Date Added: Thursday, August 8th, 2002
Contributed by: RCN Administrator
The party founded by the murdered Dutch politician Pim Fortuyn was facing its second leadership crisis in three months last night after its new leader announced his resignation. Mat Herben, elected leader in May after Mr Fortuyn was shot dead by an animal rights activist, steered the maverick party into Holland’s new Right-wing coalition government after it took second place in the May general election.
Mr Herben, 49, said: "The party knows I don’t want to remain as leader. I took the job as a debt of honour to Pim Fortuyn and under great pressure."
The Pim Fortuyn List lost its first government minister, Philomena Biljhoult, within hours of her appointment after it emerged that she had served in a bloodthirsty militia in the former Dutch colony of Suriname in the 1980s. The party’s unravelling has not come as a total shock as it is represented by MPs picked by Mr Fortuyn, a flamboyant homosexual, more for their eccentricities than for their political experience. Mr Herben’s possible successors include a former fashion model and an economist of Cape Verdean origin, who caused a stir when he joined the party, which opposes immigration.

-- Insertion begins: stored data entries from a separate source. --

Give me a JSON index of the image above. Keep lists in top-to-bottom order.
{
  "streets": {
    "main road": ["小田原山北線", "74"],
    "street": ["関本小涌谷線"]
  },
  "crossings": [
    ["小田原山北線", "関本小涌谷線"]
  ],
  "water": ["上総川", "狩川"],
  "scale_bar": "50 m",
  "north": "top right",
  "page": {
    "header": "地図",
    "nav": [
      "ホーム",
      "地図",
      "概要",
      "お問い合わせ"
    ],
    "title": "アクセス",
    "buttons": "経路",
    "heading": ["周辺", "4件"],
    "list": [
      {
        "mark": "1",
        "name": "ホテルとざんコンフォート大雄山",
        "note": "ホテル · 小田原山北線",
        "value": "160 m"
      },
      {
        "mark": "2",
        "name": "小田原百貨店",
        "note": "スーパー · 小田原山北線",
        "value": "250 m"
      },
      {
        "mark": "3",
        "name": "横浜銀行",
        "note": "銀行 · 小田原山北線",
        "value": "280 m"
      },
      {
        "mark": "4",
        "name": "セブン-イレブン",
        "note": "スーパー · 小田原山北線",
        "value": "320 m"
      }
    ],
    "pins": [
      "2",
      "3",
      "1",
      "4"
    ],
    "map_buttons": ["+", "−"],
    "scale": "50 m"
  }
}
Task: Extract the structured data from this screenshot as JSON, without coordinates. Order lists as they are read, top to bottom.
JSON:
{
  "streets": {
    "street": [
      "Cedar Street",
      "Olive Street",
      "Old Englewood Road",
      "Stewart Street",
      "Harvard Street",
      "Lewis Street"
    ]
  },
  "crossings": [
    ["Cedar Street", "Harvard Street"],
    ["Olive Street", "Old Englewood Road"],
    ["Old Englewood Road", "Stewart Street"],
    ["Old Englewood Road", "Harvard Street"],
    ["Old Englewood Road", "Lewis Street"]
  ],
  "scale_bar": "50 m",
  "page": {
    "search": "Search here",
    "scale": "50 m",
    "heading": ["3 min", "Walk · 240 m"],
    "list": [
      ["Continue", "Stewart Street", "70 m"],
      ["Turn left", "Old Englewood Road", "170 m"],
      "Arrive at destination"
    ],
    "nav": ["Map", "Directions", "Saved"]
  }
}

The self-effacing Mr Herben, a former press officer for a masonic lodge and family man whose favourite hobby is reported to be plane spotting, lacked the flamboyancy of the high-camp, shaven-headed Mr Fortuyn. He recently came under pressure from grassroots supporters, who accused him of diluting the party’s policies on crime and immigration to clinch a coalition place. His resignation heightened concerns that the List’s instability could damage the coalition government led by Jan-Peter Balkenende, the Christian Democrat prime minister, and the liberal VVD. Joost Eerdmans, a party MP, said yesterday that tensions over Mr Herben’s leadership emerged within days of the party being invited to join the government. "He said it is better to be an adviser, as he was under Pim Fortuyn, than to be in the spotlight," he said.